Моя семья была очень религиозная. Например, мы никогда не ходили в кино по воскресеньям. Отец, любивший футбол, тоже никогда не ходил на него по воскресеньям. Но мы всегда были за то, чтобы кинотеатры были открыты и люди имели возможность ходить в кино по воскресеньям. Вот таким меня вырастила моя семья. Мы не имеем права навязывать другим людям свою точку зрения...

Суверенная демократия по-английски
— Когда вы работали в бизнесе, то как находили компромисс между бизнес-интересами и политическими интересами? Ведь этот вопрос столь деликатен. В России, скажем, бизнесмены идут в политику, а политики — в бизнес. Что не всегда проходит безгрешно. Вы какое-то время работали одновременно и в бизнесе, и на лейбористов...

— В Британии бизнес и политика отделены друг от друга. Есть, конечно, бизнесмены, которые становятся политиками. Но я все же был менеджером. А таких, кто имеет бизнес и идет в парламент, меньшинство. Даже в Консервативной партии, хотя консерваторы исторически имели прочные связи с бизнесом. Но еще более необычно, чтобы кто-то из политиков ушел в бизнес. В парламент идут потому, что верят в некие идеи и принципы. Как говорил один мой знакомый, в политике надо все время уважать своего оппонента и помнить о том, что он может быть прав. Мой отец любил говорить, что политика как футбол: ты должен бить по мячу, а не по другому игроку.

— Правильно ли сказать, что разрешение конфликта интересов между бизнесом и политикой лежит где-то в сфере этики, а не только в сфере юридического регулирования? Антикоррупционный закон — ничто, если под ним нет этической основы.

— Абсолютно верно. Можно даже добавить, что и демократия — это нечто большее, чем закон о выборах. Демократия — это то, как вы относитесь к своему оппоненту.

— Нечто культурологическое?

— Отчасти. Но если вы скажете, что демократия — это западноевропейская культура, то я не соглашусь.
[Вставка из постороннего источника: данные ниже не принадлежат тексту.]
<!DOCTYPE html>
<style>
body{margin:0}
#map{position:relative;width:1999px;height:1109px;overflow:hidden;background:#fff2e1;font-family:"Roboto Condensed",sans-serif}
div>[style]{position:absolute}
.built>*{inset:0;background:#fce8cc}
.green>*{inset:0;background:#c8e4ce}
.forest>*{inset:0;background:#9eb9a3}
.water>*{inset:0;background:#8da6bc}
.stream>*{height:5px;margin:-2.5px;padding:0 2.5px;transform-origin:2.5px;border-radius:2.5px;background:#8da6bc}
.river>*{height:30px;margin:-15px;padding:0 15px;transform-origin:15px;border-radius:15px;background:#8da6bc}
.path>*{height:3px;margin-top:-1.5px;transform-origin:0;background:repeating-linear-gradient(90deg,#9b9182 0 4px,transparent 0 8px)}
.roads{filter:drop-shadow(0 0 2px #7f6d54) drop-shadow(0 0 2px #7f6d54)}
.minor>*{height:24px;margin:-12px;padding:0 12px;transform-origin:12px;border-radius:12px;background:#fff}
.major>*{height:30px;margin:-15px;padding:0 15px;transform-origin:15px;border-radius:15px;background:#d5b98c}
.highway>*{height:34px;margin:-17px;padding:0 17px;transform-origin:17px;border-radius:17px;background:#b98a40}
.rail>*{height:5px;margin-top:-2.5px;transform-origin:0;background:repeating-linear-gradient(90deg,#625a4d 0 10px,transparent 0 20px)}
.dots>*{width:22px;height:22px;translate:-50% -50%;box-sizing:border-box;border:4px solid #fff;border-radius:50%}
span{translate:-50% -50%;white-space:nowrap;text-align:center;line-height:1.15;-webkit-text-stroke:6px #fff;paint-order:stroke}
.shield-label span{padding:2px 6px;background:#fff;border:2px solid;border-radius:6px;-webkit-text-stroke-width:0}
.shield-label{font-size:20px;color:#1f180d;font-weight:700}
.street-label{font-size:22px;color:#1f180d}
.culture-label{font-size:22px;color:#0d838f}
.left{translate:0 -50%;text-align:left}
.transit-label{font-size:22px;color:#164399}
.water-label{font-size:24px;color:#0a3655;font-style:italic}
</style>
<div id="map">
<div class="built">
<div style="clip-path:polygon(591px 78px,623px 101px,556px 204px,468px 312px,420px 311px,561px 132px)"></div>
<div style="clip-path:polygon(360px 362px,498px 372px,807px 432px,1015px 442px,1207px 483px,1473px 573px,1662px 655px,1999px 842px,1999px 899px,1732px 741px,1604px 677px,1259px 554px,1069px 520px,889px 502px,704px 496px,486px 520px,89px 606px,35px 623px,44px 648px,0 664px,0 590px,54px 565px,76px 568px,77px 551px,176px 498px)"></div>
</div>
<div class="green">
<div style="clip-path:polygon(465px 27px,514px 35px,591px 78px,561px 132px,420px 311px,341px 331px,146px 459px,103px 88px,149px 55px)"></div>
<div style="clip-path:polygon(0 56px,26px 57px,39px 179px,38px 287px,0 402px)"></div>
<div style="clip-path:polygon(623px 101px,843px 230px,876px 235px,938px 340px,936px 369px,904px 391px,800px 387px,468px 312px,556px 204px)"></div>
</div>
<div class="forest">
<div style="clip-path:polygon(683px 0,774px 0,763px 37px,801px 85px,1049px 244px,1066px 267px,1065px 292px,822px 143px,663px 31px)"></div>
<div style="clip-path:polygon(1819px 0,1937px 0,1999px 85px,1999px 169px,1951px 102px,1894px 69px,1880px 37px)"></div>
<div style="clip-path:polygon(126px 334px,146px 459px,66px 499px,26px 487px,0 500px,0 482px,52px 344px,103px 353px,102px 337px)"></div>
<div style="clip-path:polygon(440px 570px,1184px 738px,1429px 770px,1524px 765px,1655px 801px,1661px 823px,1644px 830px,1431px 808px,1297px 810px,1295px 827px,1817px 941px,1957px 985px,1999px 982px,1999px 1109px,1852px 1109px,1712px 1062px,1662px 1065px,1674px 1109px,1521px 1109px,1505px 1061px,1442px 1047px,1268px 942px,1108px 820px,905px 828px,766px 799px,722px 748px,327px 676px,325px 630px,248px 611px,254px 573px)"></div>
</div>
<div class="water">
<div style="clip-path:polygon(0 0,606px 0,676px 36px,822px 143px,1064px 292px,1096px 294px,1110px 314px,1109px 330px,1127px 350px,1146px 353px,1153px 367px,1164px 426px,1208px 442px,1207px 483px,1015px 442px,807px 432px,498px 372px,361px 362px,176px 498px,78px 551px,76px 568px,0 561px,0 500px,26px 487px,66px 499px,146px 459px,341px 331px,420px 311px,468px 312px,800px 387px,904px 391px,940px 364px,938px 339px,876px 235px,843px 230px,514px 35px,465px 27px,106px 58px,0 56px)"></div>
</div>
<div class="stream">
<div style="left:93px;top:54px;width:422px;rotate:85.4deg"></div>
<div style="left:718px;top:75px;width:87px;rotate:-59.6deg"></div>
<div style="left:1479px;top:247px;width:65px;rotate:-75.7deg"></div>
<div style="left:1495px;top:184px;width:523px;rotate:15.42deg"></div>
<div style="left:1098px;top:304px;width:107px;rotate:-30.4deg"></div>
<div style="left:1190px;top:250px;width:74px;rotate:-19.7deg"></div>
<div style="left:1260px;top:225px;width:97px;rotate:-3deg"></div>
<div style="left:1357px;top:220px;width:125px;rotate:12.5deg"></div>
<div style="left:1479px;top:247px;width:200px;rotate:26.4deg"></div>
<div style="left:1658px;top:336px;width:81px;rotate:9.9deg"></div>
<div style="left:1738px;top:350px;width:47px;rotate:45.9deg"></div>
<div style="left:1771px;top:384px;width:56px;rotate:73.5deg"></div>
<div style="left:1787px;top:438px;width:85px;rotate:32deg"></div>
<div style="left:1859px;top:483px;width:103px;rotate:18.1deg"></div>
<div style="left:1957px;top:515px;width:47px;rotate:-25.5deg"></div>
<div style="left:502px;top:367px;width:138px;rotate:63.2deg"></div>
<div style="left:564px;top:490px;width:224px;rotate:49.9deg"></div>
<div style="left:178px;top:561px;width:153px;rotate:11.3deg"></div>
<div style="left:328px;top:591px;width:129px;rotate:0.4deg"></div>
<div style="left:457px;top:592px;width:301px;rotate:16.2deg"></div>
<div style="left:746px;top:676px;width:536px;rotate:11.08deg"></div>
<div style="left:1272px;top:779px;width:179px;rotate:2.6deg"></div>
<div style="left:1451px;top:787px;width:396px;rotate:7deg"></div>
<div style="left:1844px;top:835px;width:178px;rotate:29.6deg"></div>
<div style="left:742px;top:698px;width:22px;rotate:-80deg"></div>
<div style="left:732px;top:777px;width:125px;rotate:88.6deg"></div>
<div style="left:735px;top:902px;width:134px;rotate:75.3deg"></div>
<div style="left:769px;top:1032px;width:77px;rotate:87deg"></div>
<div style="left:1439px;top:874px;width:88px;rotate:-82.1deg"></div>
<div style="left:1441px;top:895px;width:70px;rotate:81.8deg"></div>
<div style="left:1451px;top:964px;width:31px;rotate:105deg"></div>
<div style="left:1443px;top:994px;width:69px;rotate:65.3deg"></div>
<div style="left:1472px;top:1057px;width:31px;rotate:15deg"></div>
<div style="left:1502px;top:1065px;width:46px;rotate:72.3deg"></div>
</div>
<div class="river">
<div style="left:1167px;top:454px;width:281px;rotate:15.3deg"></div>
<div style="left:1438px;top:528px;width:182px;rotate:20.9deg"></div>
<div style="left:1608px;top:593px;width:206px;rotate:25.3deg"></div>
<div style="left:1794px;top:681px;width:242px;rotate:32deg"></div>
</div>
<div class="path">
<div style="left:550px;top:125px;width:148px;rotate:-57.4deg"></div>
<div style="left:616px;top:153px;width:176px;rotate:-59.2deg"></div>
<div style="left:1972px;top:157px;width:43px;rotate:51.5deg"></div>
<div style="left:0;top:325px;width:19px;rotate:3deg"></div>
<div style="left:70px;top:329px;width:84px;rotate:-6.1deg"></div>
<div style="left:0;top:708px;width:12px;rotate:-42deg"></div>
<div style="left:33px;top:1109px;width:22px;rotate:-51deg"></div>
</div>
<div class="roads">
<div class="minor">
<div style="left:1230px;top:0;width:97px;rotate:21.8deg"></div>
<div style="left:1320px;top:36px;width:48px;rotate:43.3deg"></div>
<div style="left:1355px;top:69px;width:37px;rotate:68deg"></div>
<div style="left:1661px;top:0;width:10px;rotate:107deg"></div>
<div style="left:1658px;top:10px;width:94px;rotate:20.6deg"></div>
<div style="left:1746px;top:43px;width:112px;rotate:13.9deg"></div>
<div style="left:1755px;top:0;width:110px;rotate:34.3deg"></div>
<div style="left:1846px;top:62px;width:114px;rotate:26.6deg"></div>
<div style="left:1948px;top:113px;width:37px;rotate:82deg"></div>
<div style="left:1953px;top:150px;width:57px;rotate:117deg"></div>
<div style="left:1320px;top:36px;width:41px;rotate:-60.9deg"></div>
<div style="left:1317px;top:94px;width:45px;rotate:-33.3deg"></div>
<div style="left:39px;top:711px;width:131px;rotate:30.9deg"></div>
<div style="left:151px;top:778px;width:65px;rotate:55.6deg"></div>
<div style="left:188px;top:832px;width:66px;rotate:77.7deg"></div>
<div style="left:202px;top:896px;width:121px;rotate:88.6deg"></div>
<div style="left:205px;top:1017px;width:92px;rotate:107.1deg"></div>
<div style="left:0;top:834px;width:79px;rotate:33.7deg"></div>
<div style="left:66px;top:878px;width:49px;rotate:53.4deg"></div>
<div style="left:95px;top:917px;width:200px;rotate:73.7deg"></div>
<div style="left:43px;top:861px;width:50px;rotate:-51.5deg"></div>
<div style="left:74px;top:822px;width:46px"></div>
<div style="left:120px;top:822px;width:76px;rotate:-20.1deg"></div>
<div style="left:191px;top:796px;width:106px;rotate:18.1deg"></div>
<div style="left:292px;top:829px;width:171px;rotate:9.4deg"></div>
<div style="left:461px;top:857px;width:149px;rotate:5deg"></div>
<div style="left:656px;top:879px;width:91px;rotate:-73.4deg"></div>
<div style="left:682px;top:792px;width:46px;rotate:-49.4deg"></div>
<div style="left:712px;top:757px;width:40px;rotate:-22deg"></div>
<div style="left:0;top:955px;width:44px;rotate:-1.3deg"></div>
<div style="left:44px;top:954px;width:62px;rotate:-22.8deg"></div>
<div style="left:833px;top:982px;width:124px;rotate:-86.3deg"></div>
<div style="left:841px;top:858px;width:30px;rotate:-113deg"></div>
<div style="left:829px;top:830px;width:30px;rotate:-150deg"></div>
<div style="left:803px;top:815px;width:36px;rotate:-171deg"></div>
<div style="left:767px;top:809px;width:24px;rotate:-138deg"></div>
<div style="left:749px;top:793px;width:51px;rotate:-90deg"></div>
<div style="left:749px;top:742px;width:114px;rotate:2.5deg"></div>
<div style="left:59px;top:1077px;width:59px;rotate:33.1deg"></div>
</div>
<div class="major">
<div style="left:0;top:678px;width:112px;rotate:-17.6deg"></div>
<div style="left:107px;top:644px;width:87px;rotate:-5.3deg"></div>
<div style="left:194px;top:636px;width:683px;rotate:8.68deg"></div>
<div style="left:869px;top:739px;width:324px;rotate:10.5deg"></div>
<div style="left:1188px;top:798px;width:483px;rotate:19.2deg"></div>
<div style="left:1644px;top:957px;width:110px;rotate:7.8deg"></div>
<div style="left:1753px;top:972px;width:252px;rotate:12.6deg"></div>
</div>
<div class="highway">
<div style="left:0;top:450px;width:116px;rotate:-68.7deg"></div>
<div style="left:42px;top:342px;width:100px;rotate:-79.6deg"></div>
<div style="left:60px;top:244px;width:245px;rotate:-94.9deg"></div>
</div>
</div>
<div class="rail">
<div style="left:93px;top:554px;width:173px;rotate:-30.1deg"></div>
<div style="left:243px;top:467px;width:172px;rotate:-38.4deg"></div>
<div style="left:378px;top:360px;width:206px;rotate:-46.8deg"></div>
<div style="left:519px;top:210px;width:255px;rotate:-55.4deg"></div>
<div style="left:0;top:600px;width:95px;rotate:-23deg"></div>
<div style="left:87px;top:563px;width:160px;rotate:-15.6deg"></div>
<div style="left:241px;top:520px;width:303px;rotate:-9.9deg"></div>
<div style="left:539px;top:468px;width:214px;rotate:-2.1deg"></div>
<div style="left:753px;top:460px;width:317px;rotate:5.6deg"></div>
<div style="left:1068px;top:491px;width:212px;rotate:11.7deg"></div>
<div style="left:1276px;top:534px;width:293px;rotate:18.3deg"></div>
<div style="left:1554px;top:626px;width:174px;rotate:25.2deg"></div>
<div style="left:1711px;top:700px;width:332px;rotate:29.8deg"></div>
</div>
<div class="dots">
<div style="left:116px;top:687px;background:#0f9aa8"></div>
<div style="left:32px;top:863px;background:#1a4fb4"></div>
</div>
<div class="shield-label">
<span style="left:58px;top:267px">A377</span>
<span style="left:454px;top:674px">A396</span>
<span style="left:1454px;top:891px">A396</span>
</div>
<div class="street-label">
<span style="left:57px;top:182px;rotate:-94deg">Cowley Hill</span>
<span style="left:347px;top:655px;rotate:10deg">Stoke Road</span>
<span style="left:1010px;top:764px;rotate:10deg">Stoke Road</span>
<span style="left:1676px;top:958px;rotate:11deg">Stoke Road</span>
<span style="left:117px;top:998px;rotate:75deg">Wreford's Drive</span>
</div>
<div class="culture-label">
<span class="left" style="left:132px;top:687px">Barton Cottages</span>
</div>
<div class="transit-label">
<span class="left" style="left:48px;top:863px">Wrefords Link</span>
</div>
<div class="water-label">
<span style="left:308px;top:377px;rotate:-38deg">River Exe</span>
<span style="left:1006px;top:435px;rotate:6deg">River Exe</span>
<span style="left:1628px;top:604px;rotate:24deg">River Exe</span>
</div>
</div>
Есть большая разница между культурой Англии, Франции и Германии.

— А что касается гражданского общества? К примеру, российское общество предпочитает молчать даже тогда, когда не надо бы.
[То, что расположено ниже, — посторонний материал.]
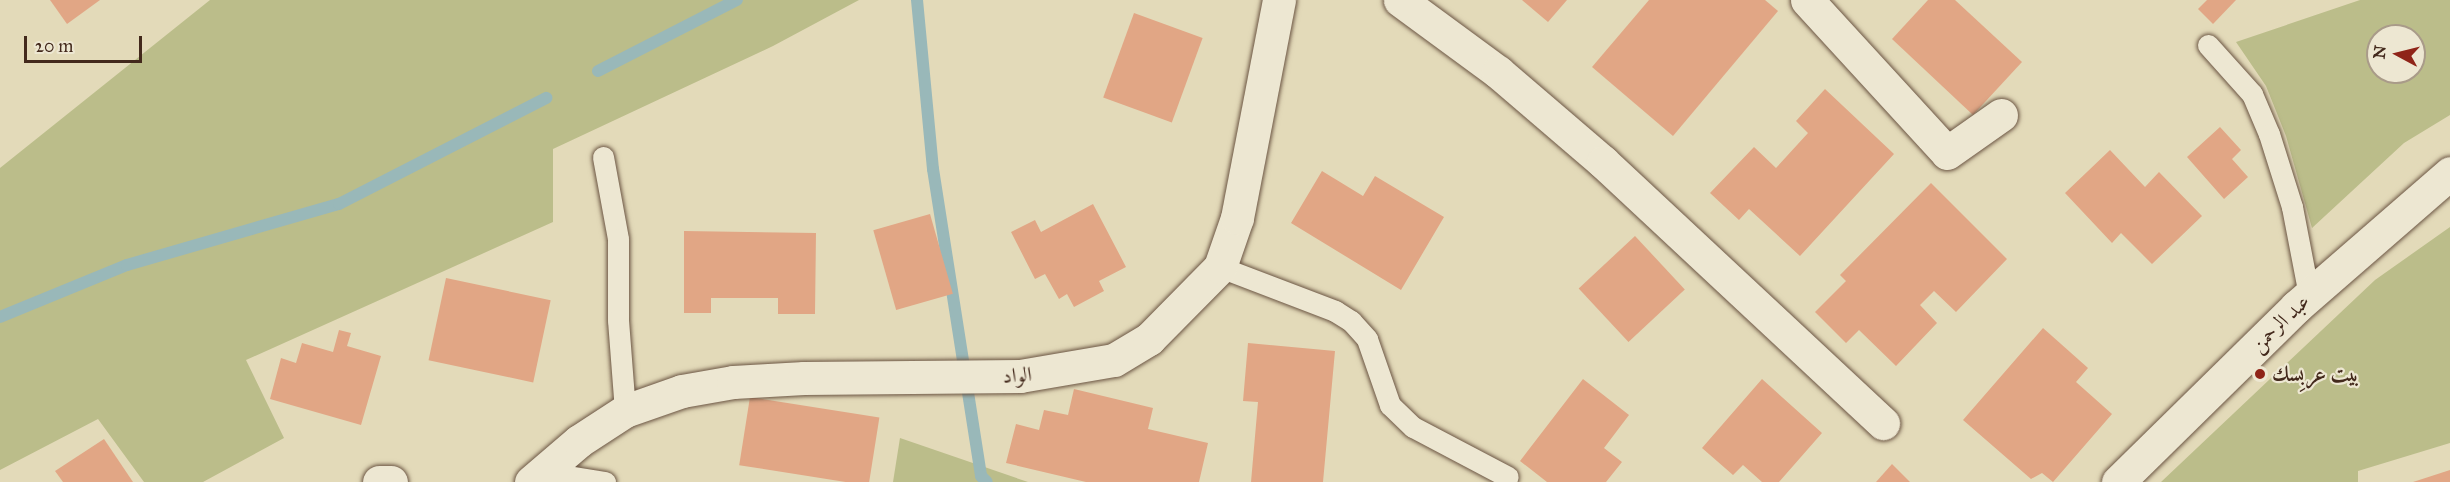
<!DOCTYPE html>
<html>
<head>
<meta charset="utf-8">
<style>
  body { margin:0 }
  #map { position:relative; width:2450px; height:482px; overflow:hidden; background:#e3dab9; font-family:"IM FELL Great Primer",Amiri,serif }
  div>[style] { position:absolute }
  .green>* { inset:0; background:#bbbd8a }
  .stream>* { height:12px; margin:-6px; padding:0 6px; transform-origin:6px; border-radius:6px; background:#99b8b9 }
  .building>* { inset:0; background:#e1a685; transform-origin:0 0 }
  .roads { filter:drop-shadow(0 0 2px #6b5543) drop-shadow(0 0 2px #6b5543) }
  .lane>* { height:21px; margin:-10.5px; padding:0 10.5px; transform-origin:10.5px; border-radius:10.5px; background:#ede7d2 }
  .street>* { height:33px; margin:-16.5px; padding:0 16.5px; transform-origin:16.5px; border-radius:16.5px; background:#ede7d2 }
  .secondary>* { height:33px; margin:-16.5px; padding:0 16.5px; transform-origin:16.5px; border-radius:16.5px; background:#ede7d2 }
  .dots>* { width:16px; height:16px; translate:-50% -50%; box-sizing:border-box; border:3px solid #ede7d2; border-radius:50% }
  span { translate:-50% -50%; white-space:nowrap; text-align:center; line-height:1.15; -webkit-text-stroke:4.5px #ede7d2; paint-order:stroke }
  .street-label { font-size:21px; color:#43291c }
  .poi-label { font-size:21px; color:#43291c; font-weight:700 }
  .left { translate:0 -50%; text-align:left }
  .north { position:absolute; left:2366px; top:24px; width:60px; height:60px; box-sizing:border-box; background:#ede7d2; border:2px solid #a99b89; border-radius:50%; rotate:277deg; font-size:16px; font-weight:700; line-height:24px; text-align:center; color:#43291c }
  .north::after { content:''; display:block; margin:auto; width:21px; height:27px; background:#8f2418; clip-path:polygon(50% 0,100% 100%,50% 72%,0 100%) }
  .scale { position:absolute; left:24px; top:36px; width:118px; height:27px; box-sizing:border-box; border:3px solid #43291c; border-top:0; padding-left:8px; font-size:18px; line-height:21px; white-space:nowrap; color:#43291c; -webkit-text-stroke:4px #ede7d2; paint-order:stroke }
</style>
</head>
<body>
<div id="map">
  <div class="green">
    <i style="clip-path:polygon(210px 0,859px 0,773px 46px,553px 149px,553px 222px,246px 360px,284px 438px,203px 482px,144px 482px,98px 419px,0 470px,0 168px)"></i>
    <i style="clip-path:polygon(evenodd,2360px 0,2450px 0,2450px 115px,2404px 143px,2312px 228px,2286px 136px,2266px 86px,2236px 42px,2360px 0,2378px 36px,2414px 36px,2414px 72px,2378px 72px,2378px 36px)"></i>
    <i style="clip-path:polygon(2450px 227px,2450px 443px,2358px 471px,2358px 482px,2161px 482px,2375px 280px)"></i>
    <i style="clip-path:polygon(900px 438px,1028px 482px,893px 482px)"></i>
  </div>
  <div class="stream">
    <i style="left:917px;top:0;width:170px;rotate:84.6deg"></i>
    <i style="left:933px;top:169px;width:311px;rotate:81.1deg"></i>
    <i style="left:981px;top:476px;width:8px;rotate:45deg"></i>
    <i style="left:598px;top:71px;width:156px;rotate:-27.1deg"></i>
    <i style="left:0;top:317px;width:137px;rotate:-22.3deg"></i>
    <i style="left:127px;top:265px;width:221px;rotate:-16.1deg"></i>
    <i style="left:339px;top:204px;width:233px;rotate:-27.1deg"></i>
  </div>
  <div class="building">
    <i style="clip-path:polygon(50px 0,100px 0,67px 24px)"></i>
    <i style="clip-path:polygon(1522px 0,1567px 0,1548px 22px)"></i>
    <i style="clip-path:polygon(1649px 0,1765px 0,1778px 11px,1673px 136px,1592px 67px)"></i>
    <i style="clip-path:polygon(1928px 0,1955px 0,2022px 62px,1973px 115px,1892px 39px)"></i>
    <i style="clip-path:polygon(2207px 0,2236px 0,2213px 24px,2198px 9px)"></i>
    <i style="left:1134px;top:13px;width:73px;height:90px;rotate:20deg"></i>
    <i style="clip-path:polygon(1825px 89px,1894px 154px,1800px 256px,1749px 209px,1739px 220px,1710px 193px,1754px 147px,1776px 168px,1808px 133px,1796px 121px)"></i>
    <i style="clip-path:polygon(2220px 127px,2241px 150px,2232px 159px,2248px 177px,2224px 199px,2187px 157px)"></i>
    <i style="clip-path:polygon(2110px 150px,2145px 187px,2159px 172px,2202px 216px,2152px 264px,2121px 233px,2112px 243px,2065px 193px)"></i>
    <i style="clip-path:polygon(1322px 171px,1363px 196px,1375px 176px,1444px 217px,1401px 290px,1291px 223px)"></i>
    <i style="clip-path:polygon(1931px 183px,2007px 259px,1956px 312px,1934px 291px,1920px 305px,1937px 323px,1896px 366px,1859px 330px,1846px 343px,1815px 312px,1846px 281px,1840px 275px)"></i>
    <i style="clip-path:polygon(1093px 204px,1126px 267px,1099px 281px,1104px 291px,1074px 307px,1067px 294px,1059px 299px,1045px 274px,1035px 279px,1011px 232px,1035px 220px,1041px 232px)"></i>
    <i style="left:930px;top:214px;width:83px;height:59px;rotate:74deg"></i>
    <i style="clip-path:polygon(684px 231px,816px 233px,815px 314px,778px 314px,778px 298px,711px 298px,711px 313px,684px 313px)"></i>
    <i style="left:1635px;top:236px;width:73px;height:77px;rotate:47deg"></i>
    <i style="left:446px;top:278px;width:107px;height:84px;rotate:12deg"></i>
    <i style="clip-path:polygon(2043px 328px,2088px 368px,2076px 382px,2112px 414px,2053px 482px,2042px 473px,2031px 479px,1963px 420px)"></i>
    <i style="clip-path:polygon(339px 330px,351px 333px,347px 346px,381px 356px,361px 425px,270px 399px,281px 358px,296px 363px,302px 343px,333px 352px)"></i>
    <i style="clip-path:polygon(1248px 343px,1335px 351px,1323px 482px,1251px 482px,1258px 402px,1243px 401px)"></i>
    <i style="clip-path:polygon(1583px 379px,1629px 415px,1604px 448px,1622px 462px,1606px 482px,1547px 482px,1520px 461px)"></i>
    <i style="clip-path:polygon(1762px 379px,1822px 433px,1779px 482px,1762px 482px,1743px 465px,1733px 475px,1702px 448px)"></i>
    <i style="clip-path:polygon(1074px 389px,1153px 408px,1148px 429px,1208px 443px,1199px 482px,1086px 482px,1006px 463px,1016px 424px,1039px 430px,1044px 410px,1068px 415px)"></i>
    <i style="left:750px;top:397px;width:131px;height:69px;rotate:9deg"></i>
    <i style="clip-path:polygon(104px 439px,133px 482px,63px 482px,55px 471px)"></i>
    <i style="clip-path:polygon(1892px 464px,1910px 482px,1876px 482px)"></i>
    <i style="clip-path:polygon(2450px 470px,2450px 482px,2413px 482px)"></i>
  </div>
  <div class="roads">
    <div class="lane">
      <i style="left:2208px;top:45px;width:66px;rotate:48.1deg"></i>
      <i style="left:2252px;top:94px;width:43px;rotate:67deg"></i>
      <i style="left:2269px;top:134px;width:77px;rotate:72.5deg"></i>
      <i style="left:2292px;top:207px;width:90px;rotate:79.1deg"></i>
      <i style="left:603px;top:157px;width:83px;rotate:79.6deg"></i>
      <i style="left:618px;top:239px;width:81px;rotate:90deg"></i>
      <i style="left:618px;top:320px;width:91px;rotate:85.6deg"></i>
      <i style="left:1220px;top:267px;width:123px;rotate:20.9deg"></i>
      <i style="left:1335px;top:311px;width:19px;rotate:32deg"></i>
      <i style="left:1351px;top:321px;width:24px;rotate:48deg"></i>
      <i style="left:1367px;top:339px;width:70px;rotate:70.8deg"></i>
      <i style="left:1390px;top:405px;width:32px;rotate:44deg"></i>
      <i style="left:1413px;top:427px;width:107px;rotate:27.8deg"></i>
      <i style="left:543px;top:472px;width:63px;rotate:9.2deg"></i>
    </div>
    <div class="street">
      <i style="left:1400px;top:0;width:122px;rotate:36.3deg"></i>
      <i style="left:1498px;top:72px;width:138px;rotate:40.6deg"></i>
      <i style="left:1603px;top:162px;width:383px;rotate:43deg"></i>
      <i style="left:1807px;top:0;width:207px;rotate:47.5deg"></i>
      <i style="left:1947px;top:153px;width:66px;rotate:-35.1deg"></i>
      <i style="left:379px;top:482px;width:12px"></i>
    </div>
    <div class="secondary">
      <i style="left:531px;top:482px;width:63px;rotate:-40.5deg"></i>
      <i style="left:579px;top:441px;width:55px;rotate:-33.1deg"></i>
      <i style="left:625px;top:411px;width:60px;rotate:-19.3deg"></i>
      <i style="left:682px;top:391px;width:52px;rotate:-10deg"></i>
      <i style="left:733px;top:382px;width:71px;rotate:-3.2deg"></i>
      <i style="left:804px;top:378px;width:216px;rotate:-0.5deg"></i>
      <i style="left:1020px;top:376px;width:95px;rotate:-9.7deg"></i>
      <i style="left:1114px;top:360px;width:41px;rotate:-31deg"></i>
      <i style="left:1149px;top:339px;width:101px;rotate:-45.4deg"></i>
      <i style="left:1220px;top:267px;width:52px;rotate:-70.9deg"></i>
      <i style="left:1237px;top:218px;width:222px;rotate:-79.1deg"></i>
      <i style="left:2118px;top:482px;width:250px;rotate:-44.5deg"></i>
      <i style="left:2296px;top:307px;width:204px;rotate:-41deg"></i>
    </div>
  </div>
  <div class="dots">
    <i style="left:2260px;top:374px;background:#8f2418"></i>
  </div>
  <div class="street-label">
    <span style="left:2280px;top:323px;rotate:-44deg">عبد الرحمن</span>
    <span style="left:1017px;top:375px;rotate:-4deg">الواد</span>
  </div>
  <div class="poi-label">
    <span class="left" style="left:2272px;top:374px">بيت عربِسك</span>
  </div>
  <div class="north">N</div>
  <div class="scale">20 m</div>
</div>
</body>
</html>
— Я не специалист по русскому социальному поведению, но я бы всегда поощрял людей к тому, чтобы высказывать свое мнение. Есть множество примеров того, как многие в России уже отказываются молчать. Кстати, вспомним, как в Восточной Германии тоже немного людей осмеливались свободно высказываться. Я вообще не принимаю мысль, что, дескать, люди в Британии лучше, чем люди в России. Возможно, правильнее было бы сказать, что в Великобритании они не угнетались в такой степени и поэтому им было легче, чем в России, развить эту культуру отстаивания своей точки зрения. Но, опять же возвращаясь к моему отцу, я не могу критиковать русских потому, что у меня не было их опыта.

— Где берет начало демократия, на каком уровне — у «корней травы» или на верху общества?

— Демократия начинается с веры, что все люди равны и что они имеют равные права. Один человек — один голос. И эти голоса решают, кому править. Демократия — это равенство. В Британии это уходит корнями в традиции протестантской церкви. Лейбористская партия тоже имеет больше общего с мессианством, нежели с марксизмом, потому что такое мессианство основано на тезисе, что все равны перед Богом.

— Говоря о низовом уровне демократии, многие в России понимают, к примеру, важность некоммерческих организаций, между тем мы наблюдаем пассивность, люди не хотят участвовать в таких организациях. Даже на низовом уровне. Где выход? Как их вдохновить? Ведь тут проблема не в неравенстве. Проблема — в пассивности.

— Такая же проблема существует во многих странах. Растет безразличие к участию в выборах, снижается интерес к участию в политических партиях. Эти процессы охватили большинство стран Западной Европы. Люди все меньше хотят участвовать в политике.

— Может, потому, что традиционные формы политической активности почти мертвы и пора подумать о новых формах — интерактивная демократия, прямая демократия?

— Есть и такая теория. Произошли огромные изменения в экономике. Общество делает акцент на консумеризм (можно понимать как потребительство. — «Профиль»), это укрепляет эгоизм. Как-то я говорил с молодыми людьми в тюрьме для малолетних преступников. Они мне прямо сказали — мы не приемлем ваших взглядов. Они проповедуют индивидуализм. До степени экстрима. Возможно, именно этот индивидуализм и довел их до тюрьмы.

— А можно ли говорить о растущей взаимозависимости между консумеризмом и демократией?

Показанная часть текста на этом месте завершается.